For QE31/8/2015, AEONCR's net profit dropped 17% q-o-q to RM48 million on the back of a 2%-decline in revenue to RM229 million. Compared to the results for 3-mth ended 20/8/2014, net profit dropped 2% q-o-q on the back of a 9%-increase in revenue.
Profits dropped q-o-q due to lower revenue and increase in operating expenses and funding cost. Profits rose marginally when compared to 3-mth ended 20/8/2014 due to 19.3%-increase in financing receivables (brought on by 1.52%-growth in financing volume and 2.89%-increase in total transactions); 64.9%-increase in other operating incomes (mainly comprised bad debts recovered, commission income from sale of insurance products and AEON Big loyalty programme processing fee); lower NPL ratio of 2.58% (compared to 2.65% for QE20/8/2014) but partially offset by higher ratio of operating expenses to revenue of 63.2% (compared to 59.6% for QE20/8/2014); and higher funding cost (due to longer tenor of borrowings).
Table: AEONCR's last 8 quarterly results
From the diagram below, we observe the following:
If top-line does not recover and/or profit margins continue to trend lower, AEONCR's bottom-line will inevitably start to decline noticeably.
- Both top-line & bottom-line had booked down.
- These hook-downs coincided with their rate of change approaching the zero line.
- Profit margins have been trending lower for the 10 quarters.
Chart 1: AEONCR's last 33 quarterly results
Valuation
AEONCR (closed at RM13.58 yesterday) is now trading at a PE of 9.8 times (based on last 4 quarters' EPS of 138.9 sen). At this PER, AEONCR is deemed fairly attractive.
Technical Outlook
AEONCR is still in a long-term uptrend line, SS with support at RM12.00. This coincides with the horizontal line of RM12.00. AEONCR's immediate support is at RM13.00 while its immediate resistance is at the intermediate downtrend line at RM14.00.

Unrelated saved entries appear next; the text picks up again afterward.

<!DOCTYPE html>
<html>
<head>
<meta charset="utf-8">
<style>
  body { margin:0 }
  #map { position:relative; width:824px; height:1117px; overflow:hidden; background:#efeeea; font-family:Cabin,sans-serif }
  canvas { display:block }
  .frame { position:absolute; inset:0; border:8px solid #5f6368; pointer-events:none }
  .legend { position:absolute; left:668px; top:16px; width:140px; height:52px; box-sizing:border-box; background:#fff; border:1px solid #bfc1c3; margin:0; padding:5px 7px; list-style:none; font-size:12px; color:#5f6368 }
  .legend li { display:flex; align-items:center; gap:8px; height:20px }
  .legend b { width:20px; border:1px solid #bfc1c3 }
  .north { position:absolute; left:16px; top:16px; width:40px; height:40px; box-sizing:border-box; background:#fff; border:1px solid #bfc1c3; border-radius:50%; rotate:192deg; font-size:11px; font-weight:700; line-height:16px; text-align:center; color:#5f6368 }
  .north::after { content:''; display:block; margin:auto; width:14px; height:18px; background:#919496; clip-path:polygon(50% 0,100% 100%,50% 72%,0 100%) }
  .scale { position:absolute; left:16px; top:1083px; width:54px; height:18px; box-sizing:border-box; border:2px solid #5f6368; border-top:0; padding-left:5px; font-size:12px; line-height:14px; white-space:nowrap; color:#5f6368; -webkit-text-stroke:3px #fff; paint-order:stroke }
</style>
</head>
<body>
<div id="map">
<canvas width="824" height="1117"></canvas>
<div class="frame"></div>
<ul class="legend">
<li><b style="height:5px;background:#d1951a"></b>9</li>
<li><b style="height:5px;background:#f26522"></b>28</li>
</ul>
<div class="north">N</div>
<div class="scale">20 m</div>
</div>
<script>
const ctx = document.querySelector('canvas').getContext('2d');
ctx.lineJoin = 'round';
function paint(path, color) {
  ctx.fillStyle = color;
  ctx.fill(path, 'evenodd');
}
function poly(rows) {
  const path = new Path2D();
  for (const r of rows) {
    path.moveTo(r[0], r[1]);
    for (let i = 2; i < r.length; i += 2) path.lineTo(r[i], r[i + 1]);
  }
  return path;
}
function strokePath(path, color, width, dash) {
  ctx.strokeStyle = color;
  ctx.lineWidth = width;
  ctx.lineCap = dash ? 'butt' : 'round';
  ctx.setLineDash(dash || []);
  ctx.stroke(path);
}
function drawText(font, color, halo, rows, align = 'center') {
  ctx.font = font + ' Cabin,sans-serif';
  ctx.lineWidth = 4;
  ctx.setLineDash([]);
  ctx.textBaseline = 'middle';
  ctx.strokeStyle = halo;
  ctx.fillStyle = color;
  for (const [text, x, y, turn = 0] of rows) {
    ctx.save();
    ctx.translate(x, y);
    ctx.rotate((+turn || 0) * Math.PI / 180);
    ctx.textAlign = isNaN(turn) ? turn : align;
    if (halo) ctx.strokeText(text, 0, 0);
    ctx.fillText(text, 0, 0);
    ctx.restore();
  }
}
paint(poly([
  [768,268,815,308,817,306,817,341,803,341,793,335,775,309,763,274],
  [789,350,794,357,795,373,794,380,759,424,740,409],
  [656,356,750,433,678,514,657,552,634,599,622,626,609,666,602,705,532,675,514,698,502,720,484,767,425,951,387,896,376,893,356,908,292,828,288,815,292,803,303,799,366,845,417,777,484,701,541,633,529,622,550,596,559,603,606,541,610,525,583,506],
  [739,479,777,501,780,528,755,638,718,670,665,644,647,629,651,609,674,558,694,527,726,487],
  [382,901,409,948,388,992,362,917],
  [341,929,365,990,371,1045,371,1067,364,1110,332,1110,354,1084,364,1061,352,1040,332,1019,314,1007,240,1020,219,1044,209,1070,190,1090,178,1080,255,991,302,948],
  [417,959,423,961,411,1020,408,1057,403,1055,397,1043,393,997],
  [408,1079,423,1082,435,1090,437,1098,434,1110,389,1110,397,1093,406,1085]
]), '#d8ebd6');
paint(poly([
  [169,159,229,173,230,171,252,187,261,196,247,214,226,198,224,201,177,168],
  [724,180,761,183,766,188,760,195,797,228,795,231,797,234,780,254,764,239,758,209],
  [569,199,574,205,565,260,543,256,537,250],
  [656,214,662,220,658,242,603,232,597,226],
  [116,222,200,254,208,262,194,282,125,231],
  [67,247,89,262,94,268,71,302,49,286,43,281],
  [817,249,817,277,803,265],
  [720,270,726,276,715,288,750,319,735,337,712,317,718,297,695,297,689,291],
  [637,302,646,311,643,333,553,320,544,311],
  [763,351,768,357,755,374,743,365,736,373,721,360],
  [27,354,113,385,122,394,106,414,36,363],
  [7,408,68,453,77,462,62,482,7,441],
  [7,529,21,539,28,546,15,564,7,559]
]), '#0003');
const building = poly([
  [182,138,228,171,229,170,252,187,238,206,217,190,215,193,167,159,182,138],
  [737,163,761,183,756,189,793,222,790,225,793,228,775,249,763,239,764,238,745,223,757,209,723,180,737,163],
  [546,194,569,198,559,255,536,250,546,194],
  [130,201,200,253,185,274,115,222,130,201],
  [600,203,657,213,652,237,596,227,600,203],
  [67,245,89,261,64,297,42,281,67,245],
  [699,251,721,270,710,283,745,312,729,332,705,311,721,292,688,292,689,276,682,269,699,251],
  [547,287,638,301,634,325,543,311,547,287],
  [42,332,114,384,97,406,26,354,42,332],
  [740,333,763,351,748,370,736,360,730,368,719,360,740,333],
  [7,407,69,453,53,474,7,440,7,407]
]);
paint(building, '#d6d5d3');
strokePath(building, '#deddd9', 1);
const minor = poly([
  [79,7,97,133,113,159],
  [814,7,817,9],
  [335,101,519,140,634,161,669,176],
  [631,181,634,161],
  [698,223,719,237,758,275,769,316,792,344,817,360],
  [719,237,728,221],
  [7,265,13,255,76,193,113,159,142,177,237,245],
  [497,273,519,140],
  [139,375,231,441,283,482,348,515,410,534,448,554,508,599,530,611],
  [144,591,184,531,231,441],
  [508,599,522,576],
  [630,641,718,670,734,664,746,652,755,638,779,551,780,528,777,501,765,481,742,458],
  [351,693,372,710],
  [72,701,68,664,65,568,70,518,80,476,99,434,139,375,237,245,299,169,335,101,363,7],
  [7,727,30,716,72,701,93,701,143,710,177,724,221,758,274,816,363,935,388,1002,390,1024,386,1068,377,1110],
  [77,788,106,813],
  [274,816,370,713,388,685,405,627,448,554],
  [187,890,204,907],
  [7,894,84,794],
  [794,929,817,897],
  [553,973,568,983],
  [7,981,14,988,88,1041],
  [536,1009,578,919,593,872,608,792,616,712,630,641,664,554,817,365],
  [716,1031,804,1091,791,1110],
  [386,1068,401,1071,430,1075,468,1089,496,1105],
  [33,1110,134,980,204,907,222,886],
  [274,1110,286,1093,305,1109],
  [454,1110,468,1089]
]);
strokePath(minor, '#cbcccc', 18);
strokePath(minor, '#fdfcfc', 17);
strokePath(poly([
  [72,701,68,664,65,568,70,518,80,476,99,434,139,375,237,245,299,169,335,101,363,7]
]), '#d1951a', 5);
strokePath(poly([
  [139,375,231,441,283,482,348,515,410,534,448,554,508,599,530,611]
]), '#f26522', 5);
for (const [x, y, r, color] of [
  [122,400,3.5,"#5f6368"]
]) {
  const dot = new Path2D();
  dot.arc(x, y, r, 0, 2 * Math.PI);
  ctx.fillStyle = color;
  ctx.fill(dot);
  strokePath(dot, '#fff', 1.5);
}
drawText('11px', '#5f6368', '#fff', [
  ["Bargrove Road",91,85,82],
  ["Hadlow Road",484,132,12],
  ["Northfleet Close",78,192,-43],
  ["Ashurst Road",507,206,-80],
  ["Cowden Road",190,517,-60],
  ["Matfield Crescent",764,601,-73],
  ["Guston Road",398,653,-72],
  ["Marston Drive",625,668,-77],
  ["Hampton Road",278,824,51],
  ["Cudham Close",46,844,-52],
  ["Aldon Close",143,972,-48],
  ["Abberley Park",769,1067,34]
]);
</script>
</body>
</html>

Chart 2: AEONCR's monthly chart as at Oct 6, 2015 (Source: ShareInvestor.com)
Conclusion
Based on satisfactory financial performance, fairly attractive valuation and still positive technical outlook, AEONCR is rated as a HOLD for now. With its financial performance expected to deteriorate going forward, those holding onto the stock should take any opportunity to REDUCE position or SELL INTO STRENGTH if the share price goes near RM14.00.
Note:
In addition to the disclaimer in the preamble to my blog, I hereby confirm that I do not have any relevant interest in, or any interest in the acquisition or disposal of, AEONCR.
3 comments:
Hi Alex,
Can you comment on Nylex?
Thanks in advance.
Hi Jim,
I wrote about Nylex 5 years ago (http://nexttrade.blogspot.my/2010/04/nylex-attractive-value-stock.html). Unfortunately, I can't say I'm familiar with Nylex. Its businesses are a mixed bag. There isn't sufficient coverage due to the group. Finally its performance is not exciting.
Technically speaking, its share price rallied in 1H2014 and since then, it has drifted back to the low of 2013. The share price has recently broken above its downtrend line at RM0.52. With MACD entering the positive territory, the stock may rally to RM0.60.